» Action item: Although the entries contain pictures, repeat only their words, exactly as written.

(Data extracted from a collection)
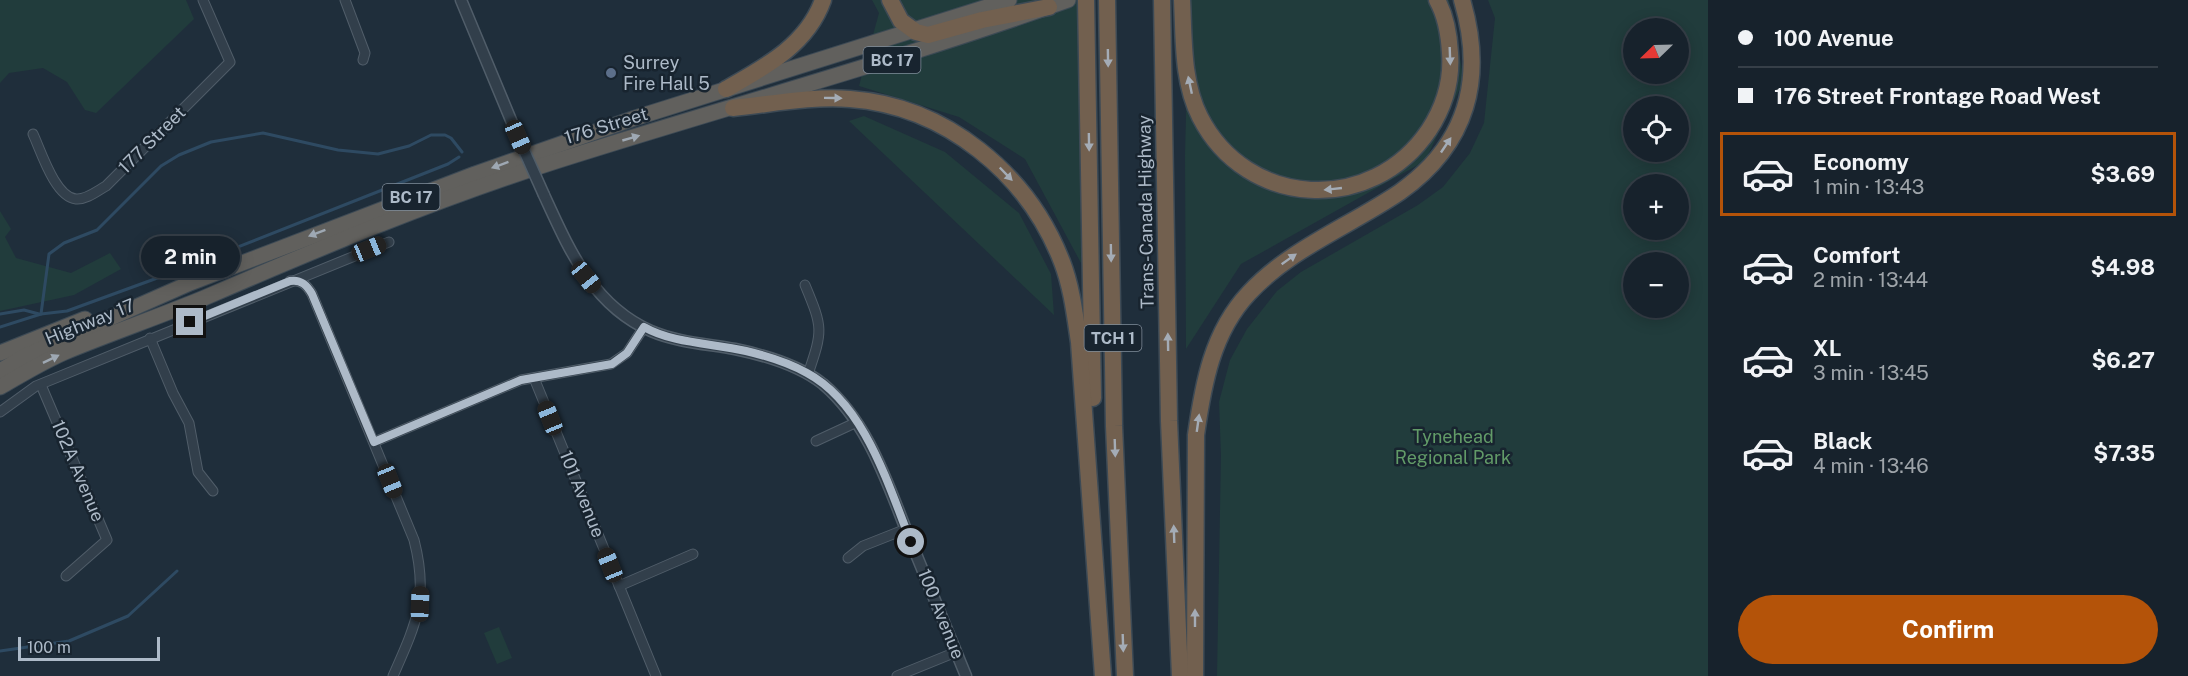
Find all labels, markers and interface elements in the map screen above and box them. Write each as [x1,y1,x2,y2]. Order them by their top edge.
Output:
north arrow [1623,18,1689,84]
map controls [1623,18,1689,318]
text: 100 Avenue [1774,25,1894,51]
road number: BC 17 [864,47,920,73]
one-way arrow [1445,47,1455,66]
one-way arrow [1103,49,1113,68]
place label: Surrey Fire Hall 5 [623,52,710,94]
marker: Surrey Fire Hall 5 [604,66,618,80]
one-way arrow [1185,75,1194,94]
text: 176 Street Frontage Road West [1774,83,2101,109]
one-way arrow [823,93,842,103]
button: locate [1623,96,1689,162]
street label: 177 Street [114,102,190,178]
street label: 176 Street [562,103,650,148]
street label: Trans-Canada Highway [1133,115,1158,309]
car [502,117,534,157]
one-way arrow [622,133,640,142]
one-way arrow [1084,133,1094,152]
one-way arrow [1440,138,1452,154]
icon: car [1741,147,1795,201]
text: Economy [1813,149,1909,175]
one-way arrow [491,160,509,170]
text: $3.69 [2091,161,2155,187]
one-way arrow [999,167,1013,182]
button: + [1623,174,1689,240]
text: 1 min · 13:43 [1813,175,1924,199]
road number: BC 17 [382,184,440,210]
one-way arrow [1324,185,1343,194]
one-way arrow [308,229,326,239]
car [349,234,389,264]
callout: 2 min [140,235,240,277]
icon: car [1741,240,1795,294]
text: Comfort [1813,242,1900,268]
one-way arrow [1106,244,1116,263]
text: 2 min [164,245,217,269]
button: − [1623,252,1689,318]
one-way arrow [1281,253,1297,265]
text: $4.98 [2090,254,2155,280]
car [568,257,604,297]
text: 2 min · 13:44 [1813,268,1928,292]
street label: Highway 17 [42,294,138,349]
route end [176,308,203,335]
road number: TCH 1 [1084,325,1142,351]
one-way arrow [1163,332,1172,351]
icon: car [1741,333,1795,387]
text: XL [1813,335,1841,361]
text: $6.27 [2091,347,2155,373]
one-way arrow [43,354,60,364]
text: 3 min · 13:45 [1813,361,1929,385]
car [535,398,565,438]
one-way arrow [1193,413,1202,432]
street label: 102A Avenue [48,417,109,525]
park label: Tynehead Regional Park [1395,426,1511,468]
icon: car [1741,426,1795,480]
text: Black [1813,428,1872,454]
one-way arrow [1110,439,1120,458]
text: $7.35 [2093,440,2155,466]
street label: 101 Avenue [556,447,609,540]
text: 4 min · 13:46 [1813,454,1929,478]
car [375,461,405,501]
one-way arrow [1169,524,1178,543]
route start [897,528,924,555]
car [595,545,625,585]
street label: 100 Avenue [914,566,969,662]
car [410,586,430,622]
button: Confirm [1738,595,2158,664]
one-way arrow [1190,608,1200,627]
scale bar [18,634,160,662]
one-way arrow [1119,634,1128,653]
text: 100 m [27,638,71,657]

» Written response:
Find all labels, markers and interface elements in the map screen above and box them. Write each as [x1,y1,x2,y2]. Order them by their top edge.
Output:
north arrow [1623,18,1689,84]
map controls [1623,18,1689,318]
text: 100 Avenue [1774,25,1894,51]
road number: BC 17 [864,47,920,73]
one-way arrow [1445,47,1455,66]
one-way arrow [1103,49,1113,68]
place label: Surrey Fire Hall 5 [623,52,710,94]
marker: Surrey Fire Hall 5 [604,66,618,80]
one-way arrow [1185,75,1194,94]
text: 176 Street Frontage Road West [1774,83,2101,109]
one-way arrow [823,93,842,103]
button: locate [1623,96,1689,162]
street label: 177 Street [114,102,190,178]
street label: 176 Street [562,103,650,148]
street label: Trans-Canada Highway [1133,115,1158,309]
car [502,117,534,157]
one-way arrow [622,133,640,142]
one-way arrow [1084,133,1094,152]
one-way arrow [1440,138,1452,154]
icon: car [1741,147,1795,201]
text: Economy [1813,149,1909,175]
one-way arrow [491,160,509,170]
text: $3.69 [2091,161,2155,187]
one-way arrow [999,167,1013,182]
button: + [1623,174,1689,240]
text: 1 min · 13:43 [1813,175,1924,199]
road number: BC 17 [382,184,440,210]
one-way arrow [1324,185,1343,194]
one-way arrow [308,229,326,239]
car [349,234,389,264]
callout: 2 min [140,235,240,277]
icon: car [1741,240,1795,294]
text: Comfort [1813,242,1900,268]
one-way arrow [1106,244,1116,263]
text: 2 min [164,245,217,269]
button: − [1623,252,1689,318]
one-way arrow [1281,253,1297,265]
text: $4.98 [2090,254,2155,280]
car [568,257,604,297]
text: 2 min · 13:44 [1813,268,1928,292]
street label: Highway 17 [42,294,138,349]
route end [176,308,203,335]
road number: TCH 1 [1084,325,1142,351]
one-way arrow [1163,332,1172,351]
icon: car [1741,333,1795,387]
text: XL [1813,335,1841,361]
text: $6.27 [2091,347,2155,373]
one-way arrow [43,354,60,364]
text: 3 min · 13:45 [1813,361,1929,385]
car [535,398,565,438]
one-way arrow [1193,413,1202,432]
street label: 102A Avenue [48,417,109,525]
park label: Tynehead Regional Park [1395,426,1511,468]
icon: car [1741,426,1795,480]
text: Black [1813,428,1872,454]
one-way arrow [1110,439,1120,458]
text: $7.35 [2093,440,2155,466]
street label: 101 Avenue [556,447,609,540]
text: 4 min · 13:46 [1813,454,1929,478]
car [375,461,405,501]
one-way arrow [1169,524,1178,543]
route start [897,528,924,555]
car [595,545,625,585]
street label: 100 Avenue [914,566,969,662]
car [410,586,430,622]
button: Confirm [1738,595,2158,664]
one-way arrow [1190,608,1200,627]
scale bar [18,634,160,662]
one-way arrow [1119,634,1128,653]
text: 100 m [27,638,71,657]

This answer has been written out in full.